Vladimir Vasak
Extrait de Vélo & Territoires 43
Grand reporter pour Arte et intervenant remarqué lors de Velo-city 2015, Vladimir Vasak est l’auteur de plusieurs reportages liés à la thématique vélo. Une Pause vélo s’imposait avec lui.
- Quelle place occupe le vélo dans votre vie ?
Il y a eu deux temps dans mon rapport au vélo. D’abord, comme tous les enfants, j’ai appris à pédaler quand j’étais gamin. Je me souviens d’ailleurs m’être acheté un vélo de course Manufrance pour mes 12 ans… Ensuite, lorsque je suis entré dans l’âge adulte, et étant issu de la génération voitures, j’ai commencé par avoir le goût des voitures anciennes. Et puis, un jour j’ai redécouvert ce plaisir qu’est le vélo.
- C’était à quelle occasion ?
C’était à Paris, au début des années 2000, à peu près au moment de l’élection de Bertrand Delanoë à la mairie. Alors que je venais d’acquérir un vélo pour me déplacer dans la capitale, ma mère, qui était née en 1927, m’avait dit que pour elle, son dernier souvenir de vélo dans Paris, c’était la période de la Guerre et le portage de documents pour la Résistance ! Paris à vélo redevenait possible, mais cette fois c’était un choix.
- Quel a été votre premier reportage consacré au vélo ?
Là aussi, cela s’est fait en deux temps. Après l’élection de Barack Obama à la présidence américaine, j’ai eu envie de savoir pourquoi une grande puissance comme les Etats-Unis n’avait pas de train à grande vitesse sur son territoire. Je me suis donc rendu sur la côte est des Etats-Unis. À Washington DC , je suis allé filmer le Earth Policy Institute, le think tank de Lester Brown, un homme que beaucoup qualifient de “pape de l’écologie” aux Etats-Unis. Lors de notre entretien, j’ai compris que nos sociétés opéraient peu à peu un changement radical de valeurs. Les études montrent ainsi que le permis de conduire n’est plus un rite de passage à l’âge adulte. Je l’observe d’ailleurs avec mes neveux et nièces. Pour cette génération urbanisée à quoi bon passer le permis de conduire, par exemple, puisque désormais il est possible de se rendre quasiment partout en transports en commun, en train, voire avec les compagnies low cost ?

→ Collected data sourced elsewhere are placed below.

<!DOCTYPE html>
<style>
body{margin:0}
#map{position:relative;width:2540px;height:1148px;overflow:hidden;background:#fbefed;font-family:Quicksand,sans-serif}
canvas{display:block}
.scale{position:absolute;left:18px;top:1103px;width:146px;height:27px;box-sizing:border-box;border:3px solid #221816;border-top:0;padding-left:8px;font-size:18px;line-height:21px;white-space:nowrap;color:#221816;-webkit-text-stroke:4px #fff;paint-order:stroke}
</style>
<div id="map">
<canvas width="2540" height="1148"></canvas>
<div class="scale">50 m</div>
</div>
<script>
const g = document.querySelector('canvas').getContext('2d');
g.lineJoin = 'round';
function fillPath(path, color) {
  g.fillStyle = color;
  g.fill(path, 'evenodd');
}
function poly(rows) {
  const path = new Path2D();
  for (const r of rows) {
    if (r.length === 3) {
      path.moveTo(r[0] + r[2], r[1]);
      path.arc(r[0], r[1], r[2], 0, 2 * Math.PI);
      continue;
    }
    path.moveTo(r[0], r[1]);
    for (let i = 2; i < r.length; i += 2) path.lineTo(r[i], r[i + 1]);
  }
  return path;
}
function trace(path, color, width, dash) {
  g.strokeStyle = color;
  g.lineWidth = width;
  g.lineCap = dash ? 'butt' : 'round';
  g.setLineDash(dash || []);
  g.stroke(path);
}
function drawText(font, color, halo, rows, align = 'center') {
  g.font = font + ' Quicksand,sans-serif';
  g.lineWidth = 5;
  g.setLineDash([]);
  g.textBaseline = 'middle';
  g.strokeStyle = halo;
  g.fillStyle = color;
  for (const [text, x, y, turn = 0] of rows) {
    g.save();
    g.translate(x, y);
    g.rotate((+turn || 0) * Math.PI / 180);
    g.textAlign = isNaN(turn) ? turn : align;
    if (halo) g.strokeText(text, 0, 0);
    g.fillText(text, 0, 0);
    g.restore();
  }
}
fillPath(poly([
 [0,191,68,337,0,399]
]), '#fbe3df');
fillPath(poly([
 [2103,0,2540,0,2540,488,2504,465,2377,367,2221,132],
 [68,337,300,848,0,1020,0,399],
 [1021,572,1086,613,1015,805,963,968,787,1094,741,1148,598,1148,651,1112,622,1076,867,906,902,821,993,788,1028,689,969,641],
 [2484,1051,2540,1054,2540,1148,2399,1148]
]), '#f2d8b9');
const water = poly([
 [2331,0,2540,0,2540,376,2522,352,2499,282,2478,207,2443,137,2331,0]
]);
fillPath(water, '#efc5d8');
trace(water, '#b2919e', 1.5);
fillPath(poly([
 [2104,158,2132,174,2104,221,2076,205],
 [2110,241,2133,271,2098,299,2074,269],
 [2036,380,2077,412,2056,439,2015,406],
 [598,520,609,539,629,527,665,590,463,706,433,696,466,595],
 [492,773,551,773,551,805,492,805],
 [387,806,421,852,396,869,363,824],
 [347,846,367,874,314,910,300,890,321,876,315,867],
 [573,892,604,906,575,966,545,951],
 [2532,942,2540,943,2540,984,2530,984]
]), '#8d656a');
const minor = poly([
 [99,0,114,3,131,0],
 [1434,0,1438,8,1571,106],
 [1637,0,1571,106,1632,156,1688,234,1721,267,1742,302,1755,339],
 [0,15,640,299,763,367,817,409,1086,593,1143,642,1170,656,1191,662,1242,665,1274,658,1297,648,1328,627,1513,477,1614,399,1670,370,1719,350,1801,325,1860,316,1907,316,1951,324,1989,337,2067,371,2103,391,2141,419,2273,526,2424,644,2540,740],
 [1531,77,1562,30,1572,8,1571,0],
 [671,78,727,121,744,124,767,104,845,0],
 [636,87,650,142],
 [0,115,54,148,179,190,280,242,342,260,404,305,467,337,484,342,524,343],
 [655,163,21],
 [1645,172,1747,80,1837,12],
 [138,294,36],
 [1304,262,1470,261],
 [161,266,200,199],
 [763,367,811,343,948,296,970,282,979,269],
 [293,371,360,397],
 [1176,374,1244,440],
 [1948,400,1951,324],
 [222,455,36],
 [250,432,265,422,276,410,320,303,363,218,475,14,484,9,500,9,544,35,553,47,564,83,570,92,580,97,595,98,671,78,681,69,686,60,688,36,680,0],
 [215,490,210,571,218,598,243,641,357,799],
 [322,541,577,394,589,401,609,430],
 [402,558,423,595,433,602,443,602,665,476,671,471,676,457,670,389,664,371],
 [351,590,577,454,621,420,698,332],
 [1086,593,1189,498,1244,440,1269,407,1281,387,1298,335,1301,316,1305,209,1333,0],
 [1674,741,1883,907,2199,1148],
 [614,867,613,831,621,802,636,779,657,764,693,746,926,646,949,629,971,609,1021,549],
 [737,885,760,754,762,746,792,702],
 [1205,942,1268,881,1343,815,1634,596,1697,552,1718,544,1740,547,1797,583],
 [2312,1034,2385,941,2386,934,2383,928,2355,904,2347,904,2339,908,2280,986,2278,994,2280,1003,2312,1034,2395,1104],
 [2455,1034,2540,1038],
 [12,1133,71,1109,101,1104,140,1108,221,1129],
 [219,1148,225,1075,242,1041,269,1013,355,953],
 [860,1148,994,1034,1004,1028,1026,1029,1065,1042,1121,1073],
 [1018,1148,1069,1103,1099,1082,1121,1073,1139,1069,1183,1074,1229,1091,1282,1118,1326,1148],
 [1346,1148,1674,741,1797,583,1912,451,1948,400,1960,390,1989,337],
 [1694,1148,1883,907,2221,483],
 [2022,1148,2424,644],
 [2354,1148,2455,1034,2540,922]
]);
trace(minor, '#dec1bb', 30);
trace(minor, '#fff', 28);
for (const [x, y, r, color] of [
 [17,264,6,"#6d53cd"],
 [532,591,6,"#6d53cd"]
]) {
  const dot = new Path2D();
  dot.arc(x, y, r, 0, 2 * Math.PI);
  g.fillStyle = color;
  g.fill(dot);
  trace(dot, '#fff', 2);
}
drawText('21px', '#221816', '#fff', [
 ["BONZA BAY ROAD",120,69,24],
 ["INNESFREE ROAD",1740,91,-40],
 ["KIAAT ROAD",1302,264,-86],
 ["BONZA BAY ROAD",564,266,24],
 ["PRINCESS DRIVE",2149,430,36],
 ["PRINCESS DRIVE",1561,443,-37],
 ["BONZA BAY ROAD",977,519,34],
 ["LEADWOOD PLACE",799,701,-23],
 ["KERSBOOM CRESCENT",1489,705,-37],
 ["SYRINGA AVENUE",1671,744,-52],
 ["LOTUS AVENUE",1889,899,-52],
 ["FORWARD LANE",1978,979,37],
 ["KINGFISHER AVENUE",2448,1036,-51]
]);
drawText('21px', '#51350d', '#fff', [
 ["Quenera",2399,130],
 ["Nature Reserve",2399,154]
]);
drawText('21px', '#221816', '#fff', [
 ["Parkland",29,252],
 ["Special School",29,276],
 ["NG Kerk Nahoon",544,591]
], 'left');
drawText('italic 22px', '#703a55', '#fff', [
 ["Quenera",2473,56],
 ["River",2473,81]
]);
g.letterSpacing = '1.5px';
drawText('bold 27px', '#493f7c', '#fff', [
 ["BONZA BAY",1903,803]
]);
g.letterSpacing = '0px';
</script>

- C’est le fameux “changement de paradigme” qu’un Pierre Rabhi appelle souvent de ses voeux dans ses écrits et ses conférences [cf. V&T n°20]…
Exactement. À mesure que la population devient urbaine, la prise de conscience qu’il est impossible de continuer comme cela va crescendo également. De fil en aiguille, j’ai ainsi été amené à faire la connaissance d’un véritable lobby pro-vélo à Washington. Ce lobby était tenu par des gars de Portland, dans l’Oregon…
- De là votre reportage Portland : bobo, bio, vélo, diffusé en juillet 2011 sur Arte ?
Voilà. Dans l’Oregon comme dans beaucoup d’autres endroits du monde où j’ai pu me rendre depuis, j’ai constaté que le vélo se vit comme l’outil moderne d’un monde qui change. Et ce reportage, à son tour, m’a fait prendre conscience d’une autre vérité. En France comme à l’étranger, les villes les plus dynamiques ont en commun de toutes avoir un volet vélo dans leur politique urbaine. En France, je pense notamment à des villes comme Strasbourg, Nantes ou Bordeaux. Le vélo y est devenu une évidence.
- Ce qui n’est pas le cas d’une ville comme Bruxelles, écriviez-vous récemment dans une tribune parue dans le quotidien belge Le Soir [1] ?
Oui, et à ce niveau il s’agit d’un véritable couac, pour une ville qui a un rayonnement européen. J’y réside également depuis près de trois ans et je constate qu’il est plus que temps de se retrousser les manches pour aménager un réseau urbain digne de ce nom dans une ville de cette envergure !
- Vous disiez avoir le goût des voitures anciennes. Êtes-vous également collectionneur de vélos ?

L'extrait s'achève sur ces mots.